■ PROBLEM DESCRIPTION ■
Go through each line of the entries below and tally those containing the string "class"; give only the total.

Collected data entries:
- Opening Delimiter -

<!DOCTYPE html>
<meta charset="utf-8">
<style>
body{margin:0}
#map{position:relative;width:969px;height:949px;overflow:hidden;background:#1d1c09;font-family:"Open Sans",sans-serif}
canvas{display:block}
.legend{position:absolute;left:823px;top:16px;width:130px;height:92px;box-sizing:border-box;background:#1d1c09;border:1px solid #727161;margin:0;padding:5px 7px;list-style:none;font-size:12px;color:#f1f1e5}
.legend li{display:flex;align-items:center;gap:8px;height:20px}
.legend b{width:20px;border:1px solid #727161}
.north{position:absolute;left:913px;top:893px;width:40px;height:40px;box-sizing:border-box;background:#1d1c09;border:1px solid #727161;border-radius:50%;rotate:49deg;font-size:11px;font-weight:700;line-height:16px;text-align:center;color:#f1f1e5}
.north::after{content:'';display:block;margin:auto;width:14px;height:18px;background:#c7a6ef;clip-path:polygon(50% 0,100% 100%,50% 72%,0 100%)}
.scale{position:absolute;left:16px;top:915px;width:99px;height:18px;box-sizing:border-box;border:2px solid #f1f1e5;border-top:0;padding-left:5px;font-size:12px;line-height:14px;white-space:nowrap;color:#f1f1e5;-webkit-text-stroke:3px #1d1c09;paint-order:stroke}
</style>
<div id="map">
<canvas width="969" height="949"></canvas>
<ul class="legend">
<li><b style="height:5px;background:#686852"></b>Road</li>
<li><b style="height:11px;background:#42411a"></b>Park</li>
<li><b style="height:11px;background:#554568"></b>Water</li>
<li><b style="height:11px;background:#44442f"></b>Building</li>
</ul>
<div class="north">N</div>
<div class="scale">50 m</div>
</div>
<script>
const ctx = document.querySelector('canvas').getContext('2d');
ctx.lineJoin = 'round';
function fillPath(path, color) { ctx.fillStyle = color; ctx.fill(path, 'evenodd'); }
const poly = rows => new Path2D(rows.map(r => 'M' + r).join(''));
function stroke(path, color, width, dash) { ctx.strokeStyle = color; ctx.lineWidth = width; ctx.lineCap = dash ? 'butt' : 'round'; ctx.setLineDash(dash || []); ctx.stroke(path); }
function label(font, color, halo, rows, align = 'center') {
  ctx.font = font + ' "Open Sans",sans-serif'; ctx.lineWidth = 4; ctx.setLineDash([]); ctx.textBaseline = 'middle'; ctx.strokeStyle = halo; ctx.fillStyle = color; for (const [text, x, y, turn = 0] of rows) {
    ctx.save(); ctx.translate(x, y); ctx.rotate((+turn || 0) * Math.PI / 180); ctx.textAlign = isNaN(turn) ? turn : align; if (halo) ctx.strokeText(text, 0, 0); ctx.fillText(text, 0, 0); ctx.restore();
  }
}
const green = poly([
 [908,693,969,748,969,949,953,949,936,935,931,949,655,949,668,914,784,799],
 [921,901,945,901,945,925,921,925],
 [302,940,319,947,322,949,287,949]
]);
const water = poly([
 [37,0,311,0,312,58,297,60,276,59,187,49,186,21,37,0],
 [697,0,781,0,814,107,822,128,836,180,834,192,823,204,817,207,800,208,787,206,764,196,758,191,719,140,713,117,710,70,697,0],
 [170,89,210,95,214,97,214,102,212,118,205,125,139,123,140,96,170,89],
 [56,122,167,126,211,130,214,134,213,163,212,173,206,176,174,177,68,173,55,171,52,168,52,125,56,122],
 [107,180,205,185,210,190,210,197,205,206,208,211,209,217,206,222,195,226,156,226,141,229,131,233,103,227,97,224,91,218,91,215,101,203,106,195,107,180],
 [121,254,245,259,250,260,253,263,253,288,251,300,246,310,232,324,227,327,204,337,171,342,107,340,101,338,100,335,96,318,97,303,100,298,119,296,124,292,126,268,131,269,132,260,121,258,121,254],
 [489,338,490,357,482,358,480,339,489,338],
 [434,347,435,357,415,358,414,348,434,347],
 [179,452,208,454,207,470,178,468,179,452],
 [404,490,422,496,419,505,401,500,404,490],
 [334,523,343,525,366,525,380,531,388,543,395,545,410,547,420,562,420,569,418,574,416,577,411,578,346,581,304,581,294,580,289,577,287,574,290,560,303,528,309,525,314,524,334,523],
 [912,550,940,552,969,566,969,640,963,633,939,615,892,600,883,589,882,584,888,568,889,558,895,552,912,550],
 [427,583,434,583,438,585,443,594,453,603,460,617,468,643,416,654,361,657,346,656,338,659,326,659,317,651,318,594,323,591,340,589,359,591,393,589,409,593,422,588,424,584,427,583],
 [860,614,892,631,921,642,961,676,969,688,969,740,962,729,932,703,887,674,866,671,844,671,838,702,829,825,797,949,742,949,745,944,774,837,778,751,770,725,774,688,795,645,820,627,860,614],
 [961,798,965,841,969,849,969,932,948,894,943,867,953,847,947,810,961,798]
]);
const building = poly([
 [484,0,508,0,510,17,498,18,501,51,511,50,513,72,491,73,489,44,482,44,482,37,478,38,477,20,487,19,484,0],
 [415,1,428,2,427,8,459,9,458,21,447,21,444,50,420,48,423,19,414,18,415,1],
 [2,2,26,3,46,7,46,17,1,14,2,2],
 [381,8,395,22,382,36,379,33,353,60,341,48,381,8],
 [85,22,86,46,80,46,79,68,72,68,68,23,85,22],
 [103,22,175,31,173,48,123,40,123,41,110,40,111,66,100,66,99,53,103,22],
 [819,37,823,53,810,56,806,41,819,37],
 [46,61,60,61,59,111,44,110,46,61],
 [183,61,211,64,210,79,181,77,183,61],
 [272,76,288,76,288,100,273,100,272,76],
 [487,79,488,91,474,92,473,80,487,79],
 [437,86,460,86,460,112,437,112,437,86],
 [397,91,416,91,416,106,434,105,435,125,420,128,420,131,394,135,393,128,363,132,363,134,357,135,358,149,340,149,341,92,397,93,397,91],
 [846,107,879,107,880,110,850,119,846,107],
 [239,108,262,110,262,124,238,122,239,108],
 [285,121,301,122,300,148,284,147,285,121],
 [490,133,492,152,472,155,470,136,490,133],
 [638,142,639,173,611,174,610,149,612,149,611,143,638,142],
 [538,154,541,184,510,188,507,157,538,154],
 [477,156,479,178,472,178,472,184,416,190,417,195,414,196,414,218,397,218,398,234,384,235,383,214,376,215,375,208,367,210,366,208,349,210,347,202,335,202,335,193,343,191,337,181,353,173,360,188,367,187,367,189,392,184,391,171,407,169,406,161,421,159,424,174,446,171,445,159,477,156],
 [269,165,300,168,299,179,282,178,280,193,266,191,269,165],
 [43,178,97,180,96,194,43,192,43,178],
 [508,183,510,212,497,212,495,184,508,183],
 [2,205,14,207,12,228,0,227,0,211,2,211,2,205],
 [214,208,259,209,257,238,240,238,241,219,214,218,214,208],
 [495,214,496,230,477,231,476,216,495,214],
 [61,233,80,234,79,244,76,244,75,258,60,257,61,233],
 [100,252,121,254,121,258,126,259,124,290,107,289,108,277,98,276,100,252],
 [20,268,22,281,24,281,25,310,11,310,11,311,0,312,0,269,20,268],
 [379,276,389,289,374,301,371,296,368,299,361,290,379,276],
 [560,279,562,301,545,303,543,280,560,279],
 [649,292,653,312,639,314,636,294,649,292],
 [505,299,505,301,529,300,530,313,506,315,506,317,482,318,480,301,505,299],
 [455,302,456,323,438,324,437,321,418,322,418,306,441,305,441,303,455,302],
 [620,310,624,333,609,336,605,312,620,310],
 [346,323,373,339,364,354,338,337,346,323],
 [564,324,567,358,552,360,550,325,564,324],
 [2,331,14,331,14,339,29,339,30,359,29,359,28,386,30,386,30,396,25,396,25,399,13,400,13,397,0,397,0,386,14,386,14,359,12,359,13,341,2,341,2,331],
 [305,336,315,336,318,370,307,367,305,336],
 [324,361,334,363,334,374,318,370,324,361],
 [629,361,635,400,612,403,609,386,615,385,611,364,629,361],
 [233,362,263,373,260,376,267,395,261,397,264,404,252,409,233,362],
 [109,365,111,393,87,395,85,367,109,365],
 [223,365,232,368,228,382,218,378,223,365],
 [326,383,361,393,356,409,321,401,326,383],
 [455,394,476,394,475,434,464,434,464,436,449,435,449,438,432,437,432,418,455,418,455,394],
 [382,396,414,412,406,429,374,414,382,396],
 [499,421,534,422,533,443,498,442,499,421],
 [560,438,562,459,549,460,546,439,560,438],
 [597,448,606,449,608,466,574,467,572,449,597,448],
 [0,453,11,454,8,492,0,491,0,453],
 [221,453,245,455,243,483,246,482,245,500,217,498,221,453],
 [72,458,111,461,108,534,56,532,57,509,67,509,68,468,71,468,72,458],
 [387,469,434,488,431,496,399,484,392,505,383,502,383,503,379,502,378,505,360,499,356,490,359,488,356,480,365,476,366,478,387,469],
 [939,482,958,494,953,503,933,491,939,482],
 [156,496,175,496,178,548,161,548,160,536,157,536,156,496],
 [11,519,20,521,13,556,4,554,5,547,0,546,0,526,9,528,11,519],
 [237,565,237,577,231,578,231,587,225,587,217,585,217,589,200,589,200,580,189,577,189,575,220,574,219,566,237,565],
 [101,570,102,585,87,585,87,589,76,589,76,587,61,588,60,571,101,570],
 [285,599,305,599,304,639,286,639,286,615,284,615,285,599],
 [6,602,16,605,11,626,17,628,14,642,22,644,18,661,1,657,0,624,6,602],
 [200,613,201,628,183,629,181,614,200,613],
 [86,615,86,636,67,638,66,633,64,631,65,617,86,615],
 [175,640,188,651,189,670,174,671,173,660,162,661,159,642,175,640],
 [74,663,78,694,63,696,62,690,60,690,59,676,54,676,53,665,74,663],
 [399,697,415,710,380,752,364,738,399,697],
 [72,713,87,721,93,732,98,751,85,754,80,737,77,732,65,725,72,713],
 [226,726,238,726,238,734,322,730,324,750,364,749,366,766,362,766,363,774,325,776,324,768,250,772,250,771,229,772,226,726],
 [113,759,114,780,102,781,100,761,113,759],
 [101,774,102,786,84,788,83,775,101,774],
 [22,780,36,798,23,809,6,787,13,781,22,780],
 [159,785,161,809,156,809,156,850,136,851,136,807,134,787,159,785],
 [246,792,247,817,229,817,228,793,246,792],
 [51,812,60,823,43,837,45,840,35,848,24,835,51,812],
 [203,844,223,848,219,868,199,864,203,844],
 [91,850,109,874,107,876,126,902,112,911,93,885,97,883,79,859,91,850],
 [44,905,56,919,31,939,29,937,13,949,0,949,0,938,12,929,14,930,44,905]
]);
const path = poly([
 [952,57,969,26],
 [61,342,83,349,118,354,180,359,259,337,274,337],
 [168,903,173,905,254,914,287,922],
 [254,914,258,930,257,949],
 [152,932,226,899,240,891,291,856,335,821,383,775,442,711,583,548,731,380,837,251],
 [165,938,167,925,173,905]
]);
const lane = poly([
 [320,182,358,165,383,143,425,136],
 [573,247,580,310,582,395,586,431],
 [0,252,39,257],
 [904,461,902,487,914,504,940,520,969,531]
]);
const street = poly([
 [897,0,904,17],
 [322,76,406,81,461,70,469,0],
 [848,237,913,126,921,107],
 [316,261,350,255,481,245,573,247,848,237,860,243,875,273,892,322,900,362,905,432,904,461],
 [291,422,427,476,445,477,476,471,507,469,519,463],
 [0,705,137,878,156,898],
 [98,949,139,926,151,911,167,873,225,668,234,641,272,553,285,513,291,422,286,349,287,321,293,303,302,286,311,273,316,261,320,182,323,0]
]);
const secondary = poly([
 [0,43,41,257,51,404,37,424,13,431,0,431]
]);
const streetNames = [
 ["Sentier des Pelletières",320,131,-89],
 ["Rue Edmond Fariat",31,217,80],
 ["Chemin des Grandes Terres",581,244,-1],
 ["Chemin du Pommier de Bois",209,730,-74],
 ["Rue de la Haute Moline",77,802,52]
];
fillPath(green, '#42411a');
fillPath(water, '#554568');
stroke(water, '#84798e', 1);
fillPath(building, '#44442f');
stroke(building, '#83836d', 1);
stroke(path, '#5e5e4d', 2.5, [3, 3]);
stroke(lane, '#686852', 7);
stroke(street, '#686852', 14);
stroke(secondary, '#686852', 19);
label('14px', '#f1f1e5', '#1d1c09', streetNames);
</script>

- Closing Delimiter -

■ RESULT ■
3